#### ACTIVITY:
Set down a word-for-word copy of the data below, limited to the lines from the first through the line with "Quick job: Parse".

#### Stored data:
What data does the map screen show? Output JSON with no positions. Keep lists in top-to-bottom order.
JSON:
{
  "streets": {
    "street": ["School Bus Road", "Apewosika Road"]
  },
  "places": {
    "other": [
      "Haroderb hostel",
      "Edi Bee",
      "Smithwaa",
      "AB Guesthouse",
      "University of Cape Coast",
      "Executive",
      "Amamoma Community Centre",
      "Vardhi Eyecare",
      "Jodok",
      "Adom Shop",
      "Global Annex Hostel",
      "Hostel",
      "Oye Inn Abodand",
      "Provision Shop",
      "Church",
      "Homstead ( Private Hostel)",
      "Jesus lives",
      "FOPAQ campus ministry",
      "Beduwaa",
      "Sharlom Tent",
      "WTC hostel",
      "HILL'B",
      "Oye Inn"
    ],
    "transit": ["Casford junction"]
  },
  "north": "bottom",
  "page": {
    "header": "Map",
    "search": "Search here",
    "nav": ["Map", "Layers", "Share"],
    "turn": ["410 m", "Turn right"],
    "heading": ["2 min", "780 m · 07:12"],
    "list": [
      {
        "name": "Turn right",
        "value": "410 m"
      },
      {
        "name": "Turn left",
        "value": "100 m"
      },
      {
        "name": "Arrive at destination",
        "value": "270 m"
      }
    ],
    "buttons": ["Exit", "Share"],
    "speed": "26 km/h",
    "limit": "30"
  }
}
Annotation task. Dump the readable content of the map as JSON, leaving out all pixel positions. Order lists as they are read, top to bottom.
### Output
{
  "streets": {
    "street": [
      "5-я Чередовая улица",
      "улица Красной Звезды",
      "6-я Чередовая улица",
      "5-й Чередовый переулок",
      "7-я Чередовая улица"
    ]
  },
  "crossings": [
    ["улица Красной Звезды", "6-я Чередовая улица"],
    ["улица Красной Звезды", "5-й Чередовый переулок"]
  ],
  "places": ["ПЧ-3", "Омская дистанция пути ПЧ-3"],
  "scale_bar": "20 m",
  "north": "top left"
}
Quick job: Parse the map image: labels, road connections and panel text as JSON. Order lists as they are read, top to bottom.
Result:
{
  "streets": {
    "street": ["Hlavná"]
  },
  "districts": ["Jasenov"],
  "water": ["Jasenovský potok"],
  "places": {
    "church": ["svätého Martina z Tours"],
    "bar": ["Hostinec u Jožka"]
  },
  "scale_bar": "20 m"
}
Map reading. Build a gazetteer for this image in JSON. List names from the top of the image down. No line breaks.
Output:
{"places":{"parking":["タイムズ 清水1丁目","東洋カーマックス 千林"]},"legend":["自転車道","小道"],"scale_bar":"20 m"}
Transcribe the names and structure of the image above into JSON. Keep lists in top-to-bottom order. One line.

#### SOLUTION BELOW:
What data does the map screen show? Output JSON with no positions. Keep lists in top-to-bottom order.
JSON:
{
  "streets": {
    "street": ["School Bus Road", "Apewosika Road"]
  },
  "places": {
    "other": [
      "Haroderb hostel",
      "Edi Bee",
      "Smithwaa",
      "AB Guesthouse",
      "University of Cape Coast",
      "Executive",
      "Amamoma Community Centre",
      "Vardhi Eyecare",
      "Jodok",
      "Adom Shop",
      "Global Annex Hostel",
      "Hostel",
      "Oye Inn Abodand",
      "Provision Shop",
      "Church",
      "Homstead ( Private Hostel)",
      "Jesus lives",
      "FOPAQ campus ministry",
      "Beduwaa",
      "Sharlom Tent",
      "WTC hostel",
      "HILL'B",
      "Oye Inn"
    ],
    "transit": ["Casford junction"]
  },
  "north": "bottom",
  "page": {
    "header": "Map",
    "search": "Search here",
    "nav": ["Map", "Layers", "Share"],
    "turn": ["410 m", "Turn right"],
    "heading": ["2 min", "780 m · 07:12"],
    "list": [
      {
        "name": "Turn right",
        "value": "410 m"
      },
      {
        "name": "Turn left",
        "value": "100 m"
      },
      {
        "name": "Arrive at destination",
        "value": "270 m"
      }
    ],
    "buttons": ["Exit", "Share"],
    "speed": "26 km/h",
    "limit": "30"
  }
}
Annotation task. Dump the readable content of the map as JSON, leaving out all pixel positions. Order lists as they are read, top to bottom.
### Output
{
  "streets": {
    "street": [
      "5-я Чередовая улица",
      "улица Красной Звезды",
      "6-я Чередовая улица",
      "5-й Чередовый переулок",
      "7-я Чередовая улица"
    ]
  },
  "crossings": [
    ["улица Красной Звезды", "6-я Чередовая улица"],
    ["улица Красной Звезды", "5-й Чередовый переулок"]
  ],
  "places": ["ПЧ-3", "Омская дистанция пути ПЧ-3"],
  "scale_bar": "20 m",
  "north": "top left"
}
Quick job: Parse the map image: labels, road connections and panel text as JSON. Order lists as they are read, top to bottom.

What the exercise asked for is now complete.